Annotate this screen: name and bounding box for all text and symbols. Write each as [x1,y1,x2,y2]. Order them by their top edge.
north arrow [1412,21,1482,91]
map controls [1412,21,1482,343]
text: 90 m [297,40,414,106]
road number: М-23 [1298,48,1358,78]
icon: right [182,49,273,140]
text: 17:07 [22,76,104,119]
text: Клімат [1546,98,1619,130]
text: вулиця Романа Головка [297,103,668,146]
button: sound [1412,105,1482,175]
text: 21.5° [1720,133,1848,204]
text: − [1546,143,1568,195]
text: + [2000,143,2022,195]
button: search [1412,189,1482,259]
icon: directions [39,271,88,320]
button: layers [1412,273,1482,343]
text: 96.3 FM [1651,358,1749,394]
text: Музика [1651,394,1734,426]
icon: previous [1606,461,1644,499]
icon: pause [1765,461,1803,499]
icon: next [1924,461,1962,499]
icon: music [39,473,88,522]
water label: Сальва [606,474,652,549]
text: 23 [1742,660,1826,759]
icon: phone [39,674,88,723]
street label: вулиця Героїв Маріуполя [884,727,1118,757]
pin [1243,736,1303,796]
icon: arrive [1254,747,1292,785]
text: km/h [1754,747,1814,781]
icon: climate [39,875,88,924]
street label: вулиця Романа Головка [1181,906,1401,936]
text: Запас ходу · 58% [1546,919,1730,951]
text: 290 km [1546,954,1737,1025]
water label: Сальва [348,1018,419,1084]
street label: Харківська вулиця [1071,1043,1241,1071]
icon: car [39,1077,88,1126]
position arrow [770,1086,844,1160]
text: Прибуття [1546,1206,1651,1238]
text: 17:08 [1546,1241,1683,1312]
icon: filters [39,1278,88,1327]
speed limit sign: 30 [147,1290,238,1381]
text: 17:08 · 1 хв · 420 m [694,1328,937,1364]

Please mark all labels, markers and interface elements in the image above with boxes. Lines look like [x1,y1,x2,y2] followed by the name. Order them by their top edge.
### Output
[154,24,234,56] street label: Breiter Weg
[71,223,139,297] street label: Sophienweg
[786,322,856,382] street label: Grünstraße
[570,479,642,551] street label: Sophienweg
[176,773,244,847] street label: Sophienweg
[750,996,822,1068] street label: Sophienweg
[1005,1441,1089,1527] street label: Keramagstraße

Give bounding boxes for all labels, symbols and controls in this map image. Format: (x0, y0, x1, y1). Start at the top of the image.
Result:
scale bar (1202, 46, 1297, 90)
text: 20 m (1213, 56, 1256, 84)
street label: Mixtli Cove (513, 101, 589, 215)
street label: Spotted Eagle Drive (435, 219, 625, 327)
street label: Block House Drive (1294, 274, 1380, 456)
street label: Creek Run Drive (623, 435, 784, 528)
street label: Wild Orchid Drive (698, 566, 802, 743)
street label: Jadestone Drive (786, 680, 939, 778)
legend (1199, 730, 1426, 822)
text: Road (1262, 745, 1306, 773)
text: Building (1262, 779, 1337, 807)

※ ※ ※

**WORK REQUIRED**
Among the lines above, find those containing the word "image" and copy each.

**WORKED SOLUTION**
Please mark all labels, markers and interface elements in the image above with boxes. Lines look like [x1,y1,x2,y2] followed by the name. Order them by their top edge.
Give bounding boxes for all labels, symbols and controls in this map image. Format: (x0, y0, x1, y1). Start at the top of the image.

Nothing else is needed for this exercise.